* **YOUR ASSIGNMENT**:
Retype exactly what runs from the first line of the data to the line with "position:absolute; left:24px; top:946px;", keeping both of those lines and skipping pictures.

(Beginning of DATA FOR ANALYSIS)

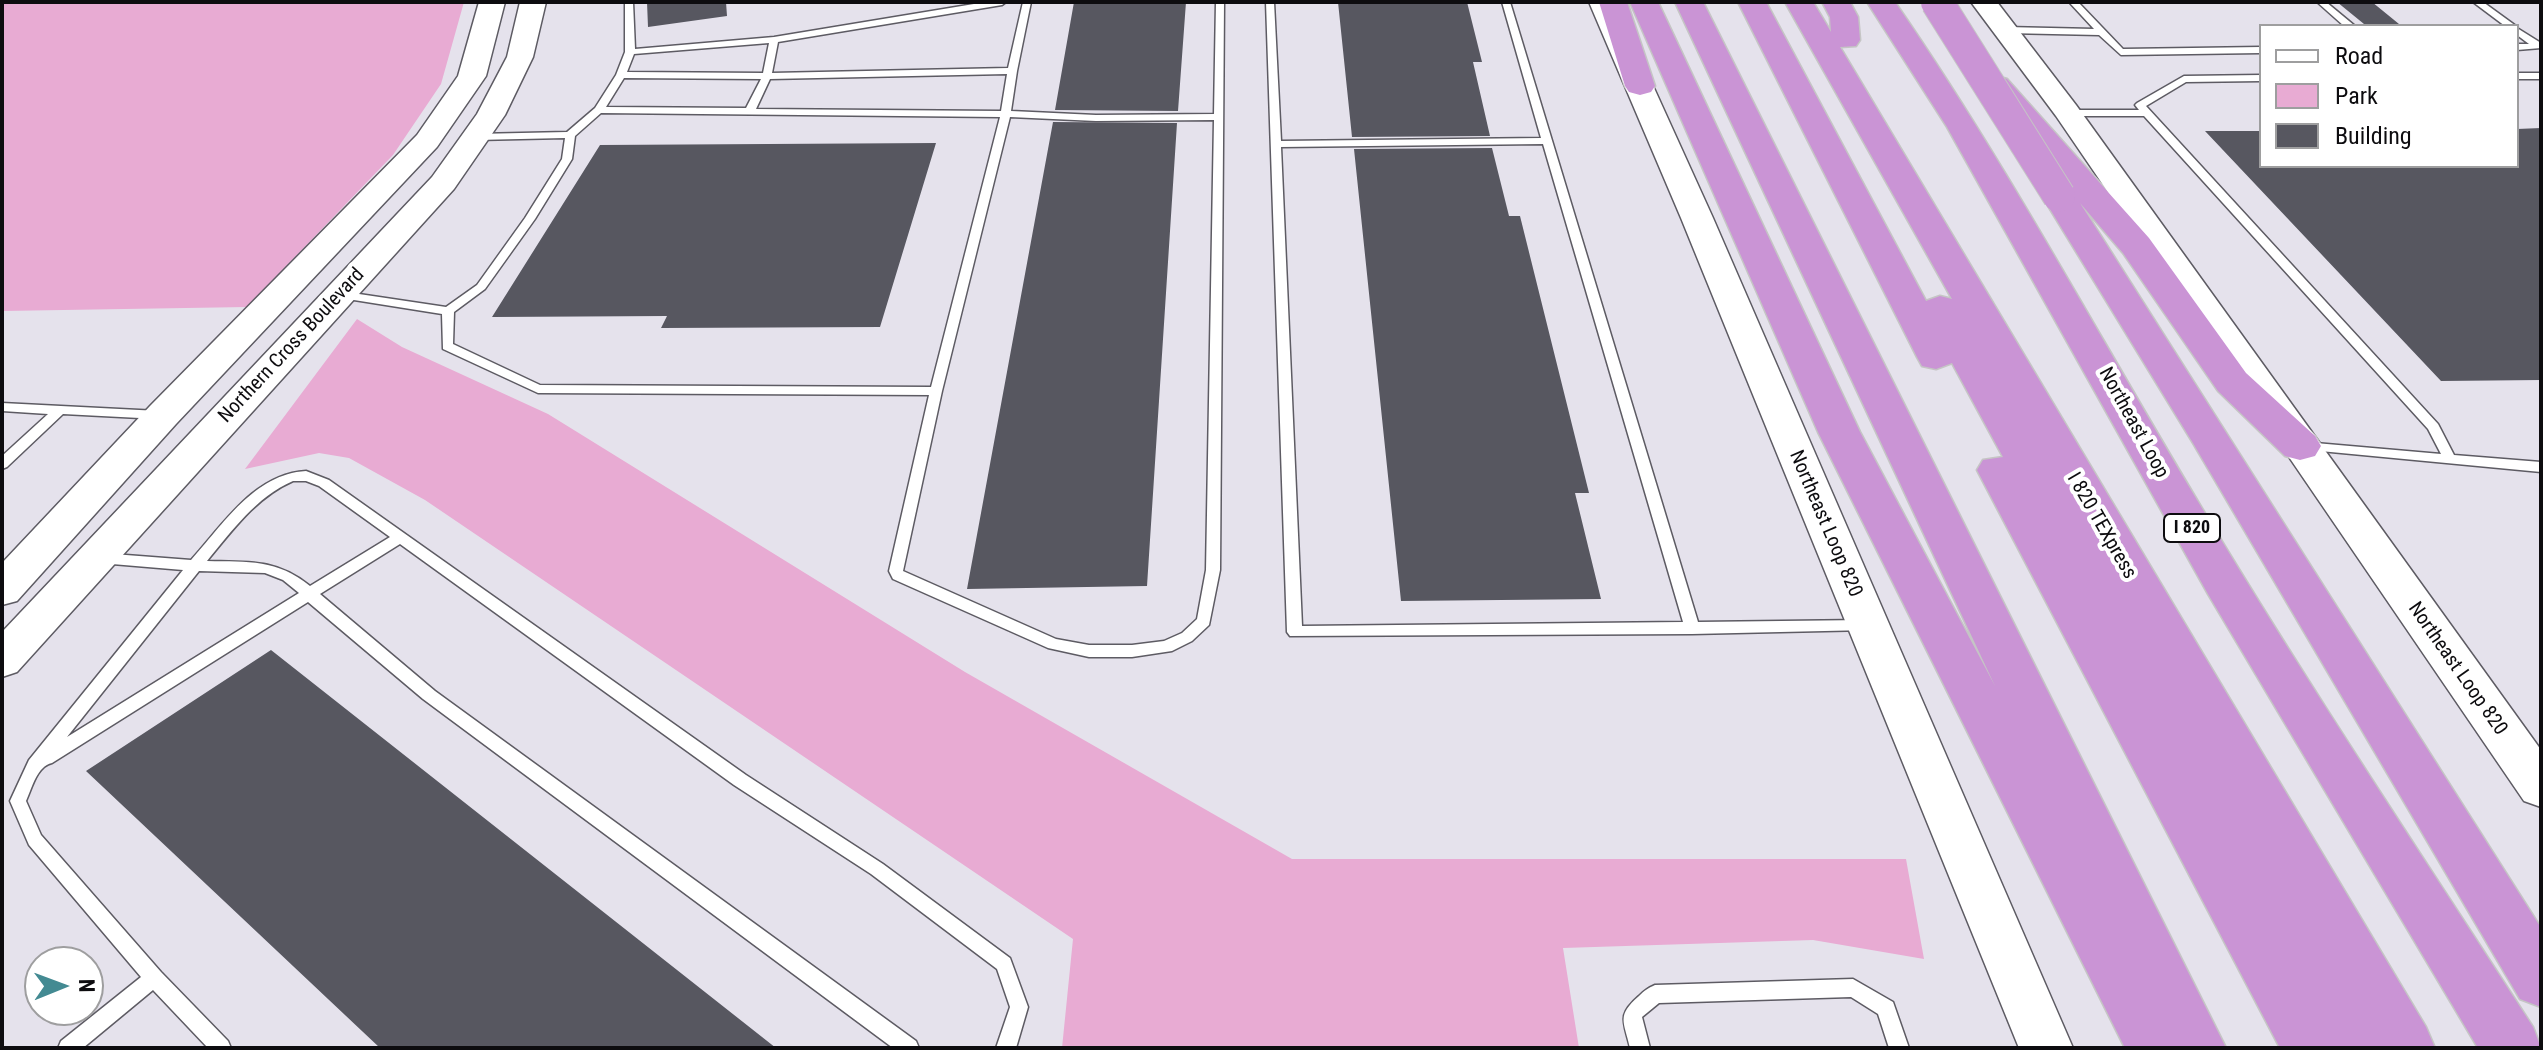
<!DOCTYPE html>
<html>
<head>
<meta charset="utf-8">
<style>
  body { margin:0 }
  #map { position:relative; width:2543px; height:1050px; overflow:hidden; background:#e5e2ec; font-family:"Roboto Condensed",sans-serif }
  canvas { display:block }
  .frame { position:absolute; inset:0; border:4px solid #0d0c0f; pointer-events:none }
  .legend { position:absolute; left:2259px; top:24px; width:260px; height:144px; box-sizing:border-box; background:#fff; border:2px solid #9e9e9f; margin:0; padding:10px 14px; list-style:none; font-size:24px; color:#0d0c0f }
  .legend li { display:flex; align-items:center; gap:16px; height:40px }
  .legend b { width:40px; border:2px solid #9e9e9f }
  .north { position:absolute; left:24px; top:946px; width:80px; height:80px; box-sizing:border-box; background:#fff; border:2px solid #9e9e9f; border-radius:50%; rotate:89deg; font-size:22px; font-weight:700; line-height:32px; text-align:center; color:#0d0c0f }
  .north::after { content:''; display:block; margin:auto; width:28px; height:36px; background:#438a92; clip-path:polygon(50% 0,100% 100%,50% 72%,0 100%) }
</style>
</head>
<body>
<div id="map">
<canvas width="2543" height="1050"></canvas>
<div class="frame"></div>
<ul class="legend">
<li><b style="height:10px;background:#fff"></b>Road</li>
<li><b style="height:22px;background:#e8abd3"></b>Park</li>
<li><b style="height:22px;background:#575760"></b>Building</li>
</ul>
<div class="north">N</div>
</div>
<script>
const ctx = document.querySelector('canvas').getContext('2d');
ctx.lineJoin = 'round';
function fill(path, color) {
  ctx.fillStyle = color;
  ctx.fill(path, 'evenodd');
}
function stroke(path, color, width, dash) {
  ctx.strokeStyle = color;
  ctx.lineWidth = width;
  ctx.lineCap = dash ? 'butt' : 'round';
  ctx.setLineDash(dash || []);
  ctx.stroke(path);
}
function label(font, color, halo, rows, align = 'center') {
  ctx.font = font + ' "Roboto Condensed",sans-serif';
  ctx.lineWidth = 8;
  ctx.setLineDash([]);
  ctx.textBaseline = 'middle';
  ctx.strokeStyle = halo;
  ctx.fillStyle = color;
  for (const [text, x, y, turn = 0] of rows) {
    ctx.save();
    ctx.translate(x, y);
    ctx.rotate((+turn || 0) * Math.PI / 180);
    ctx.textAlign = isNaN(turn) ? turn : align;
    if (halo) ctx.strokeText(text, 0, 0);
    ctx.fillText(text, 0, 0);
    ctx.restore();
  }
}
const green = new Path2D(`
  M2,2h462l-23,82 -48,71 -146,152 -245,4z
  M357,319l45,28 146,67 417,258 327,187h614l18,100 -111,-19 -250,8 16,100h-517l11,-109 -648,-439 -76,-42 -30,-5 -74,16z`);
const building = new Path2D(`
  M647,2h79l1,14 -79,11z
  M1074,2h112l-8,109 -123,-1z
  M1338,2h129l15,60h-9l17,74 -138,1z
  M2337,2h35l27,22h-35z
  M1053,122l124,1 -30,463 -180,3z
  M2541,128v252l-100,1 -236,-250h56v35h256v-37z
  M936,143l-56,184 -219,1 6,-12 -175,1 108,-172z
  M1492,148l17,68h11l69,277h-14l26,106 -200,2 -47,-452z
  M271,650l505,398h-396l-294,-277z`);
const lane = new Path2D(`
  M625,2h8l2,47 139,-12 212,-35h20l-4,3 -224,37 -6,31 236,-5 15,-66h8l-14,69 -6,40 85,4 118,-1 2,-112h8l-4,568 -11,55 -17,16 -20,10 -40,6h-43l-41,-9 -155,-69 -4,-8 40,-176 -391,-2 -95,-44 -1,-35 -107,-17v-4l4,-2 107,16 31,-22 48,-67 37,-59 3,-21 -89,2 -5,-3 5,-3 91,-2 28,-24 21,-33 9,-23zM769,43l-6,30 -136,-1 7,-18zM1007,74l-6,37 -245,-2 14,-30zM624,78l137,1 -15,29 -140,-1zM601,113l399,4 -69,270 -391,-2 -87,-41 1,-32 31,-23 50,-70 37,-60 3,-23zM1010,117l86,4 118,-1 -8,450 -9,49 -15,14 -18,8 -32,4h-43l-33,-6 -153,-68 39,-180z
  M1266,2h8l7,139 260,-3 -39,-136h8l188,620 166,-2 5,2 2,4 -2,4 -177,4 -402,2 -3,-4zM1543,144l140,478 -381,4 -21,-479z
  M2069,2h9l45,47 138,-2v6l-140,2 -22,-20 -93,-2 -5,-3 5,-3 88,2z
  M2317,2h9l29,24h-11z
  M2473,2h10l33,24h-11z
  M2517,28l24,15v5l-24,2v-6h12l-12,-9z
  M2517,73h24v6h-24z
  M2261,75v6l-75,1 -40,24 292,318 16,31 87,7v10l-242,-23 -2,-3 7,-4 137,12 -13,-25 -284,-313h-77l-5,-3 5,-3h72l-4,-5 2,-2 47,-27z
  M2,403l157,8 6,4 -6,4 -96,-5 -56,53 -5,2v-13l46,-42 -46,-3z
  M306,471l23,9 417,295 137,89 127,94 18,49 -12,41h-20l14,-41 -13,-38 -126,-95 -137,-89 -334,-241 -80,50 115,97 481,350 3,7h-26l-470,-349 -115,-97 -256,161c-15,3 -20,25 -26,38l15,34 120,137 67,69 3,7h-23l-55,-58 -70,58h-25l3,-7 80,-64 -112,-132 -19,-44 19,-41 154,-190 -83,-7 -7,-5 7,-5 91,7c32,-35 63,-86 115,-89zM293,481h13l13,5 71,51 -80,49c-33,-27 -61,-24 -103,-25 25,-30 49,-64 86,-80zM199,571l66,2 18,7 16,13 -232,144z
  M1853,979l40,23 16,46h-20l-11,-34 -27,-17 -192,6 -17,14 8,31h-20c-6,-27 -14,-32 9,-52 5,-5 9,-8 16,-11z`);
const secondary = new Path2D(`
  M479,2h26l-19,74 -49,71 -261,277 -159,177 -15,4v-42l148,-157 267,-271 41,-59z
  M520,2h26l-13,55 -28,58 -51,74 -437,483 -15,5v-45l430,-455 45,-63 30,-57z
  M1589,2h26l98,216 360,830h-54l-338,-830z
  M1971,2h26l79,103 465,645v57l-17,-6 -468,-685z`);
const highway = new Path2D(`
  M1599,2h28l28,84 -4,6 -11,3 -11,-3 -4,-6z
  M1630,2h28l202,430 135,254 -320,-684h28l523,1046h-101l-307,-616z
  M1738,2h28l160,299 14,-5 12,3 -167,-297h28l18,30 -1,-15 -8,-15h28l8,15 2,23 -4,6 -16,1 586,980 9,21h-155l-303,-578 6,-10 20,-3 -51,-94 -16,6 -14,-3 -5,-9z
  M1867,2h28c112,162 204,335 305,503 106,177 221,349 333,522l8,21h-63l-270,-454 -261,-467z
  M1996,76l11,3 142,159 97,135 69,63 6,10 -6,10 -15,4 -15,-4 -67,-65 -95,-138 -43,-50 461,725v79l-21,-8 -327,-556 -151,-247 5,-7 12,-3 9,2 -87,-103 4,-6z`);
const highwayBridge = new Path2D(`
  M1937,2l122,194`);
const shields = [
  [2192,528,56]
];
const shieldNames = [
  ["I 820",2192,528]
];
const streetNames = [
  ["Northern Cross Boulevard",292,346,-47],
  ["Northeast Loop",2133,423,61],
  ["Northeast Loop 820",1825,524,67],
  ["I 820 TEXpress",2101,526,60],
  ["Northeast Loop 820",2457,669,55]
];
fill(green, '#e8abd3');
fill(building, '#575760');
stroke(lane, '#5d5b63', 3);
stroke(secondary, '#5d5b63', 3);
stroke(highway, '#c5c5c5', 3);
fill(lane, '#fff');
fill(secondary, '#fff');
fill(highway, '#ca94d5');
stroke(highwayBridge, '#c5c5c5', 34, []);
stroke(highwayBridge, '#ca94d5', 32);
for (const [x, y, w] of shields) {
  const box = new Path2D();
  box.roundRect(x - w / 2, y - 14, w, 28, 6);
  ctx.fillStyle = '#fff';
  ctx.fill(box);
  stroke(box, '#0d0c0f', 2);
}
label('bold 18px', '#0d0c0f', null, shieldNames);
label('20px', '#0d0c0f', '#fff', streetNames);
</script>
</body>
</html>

(End of DATA FOR ANALYSIS)

* **SOLVED EXERCISE**:
<!DOCTYPE html>
<html>
<head>
<meta charset="utf-8">
<style>
  body { margin:0 }
  #map { position:relative; width:2543px; height:1050px; overflow:hidden; background:#e5e2ec; font-family:"Roboto Condensed",sans-serif }
  canvas { display:block }
  .frame { position:absolute; inset:0; border:4px solid #0d0c0f; pointer-events:none }
  .legend { position:absolute; left:2259px; top:24px; width:260px; height:144px; box-sizing:border-box; background:#fff; border:2px solid #9e9e9f; margin:0; padding:10px 14px; list-style:none; font-size:24px; color:#0d0c0f }
  .legend li { display:flex; align-items:center; gap:16px; height:40px }
  .legend b { width:40px; border:2px solid #9e9e9f }
  .north { position:absolute; left:24px; top:946px; width:80px; height:80px; box-sizing:border-box; background:#fff; border:2px solid #9e9e9f; border-radius:50%; rotate:89deg; font-size:22px; font-weight:700; line-height:32px; text-align:center; color:#0d0c0f }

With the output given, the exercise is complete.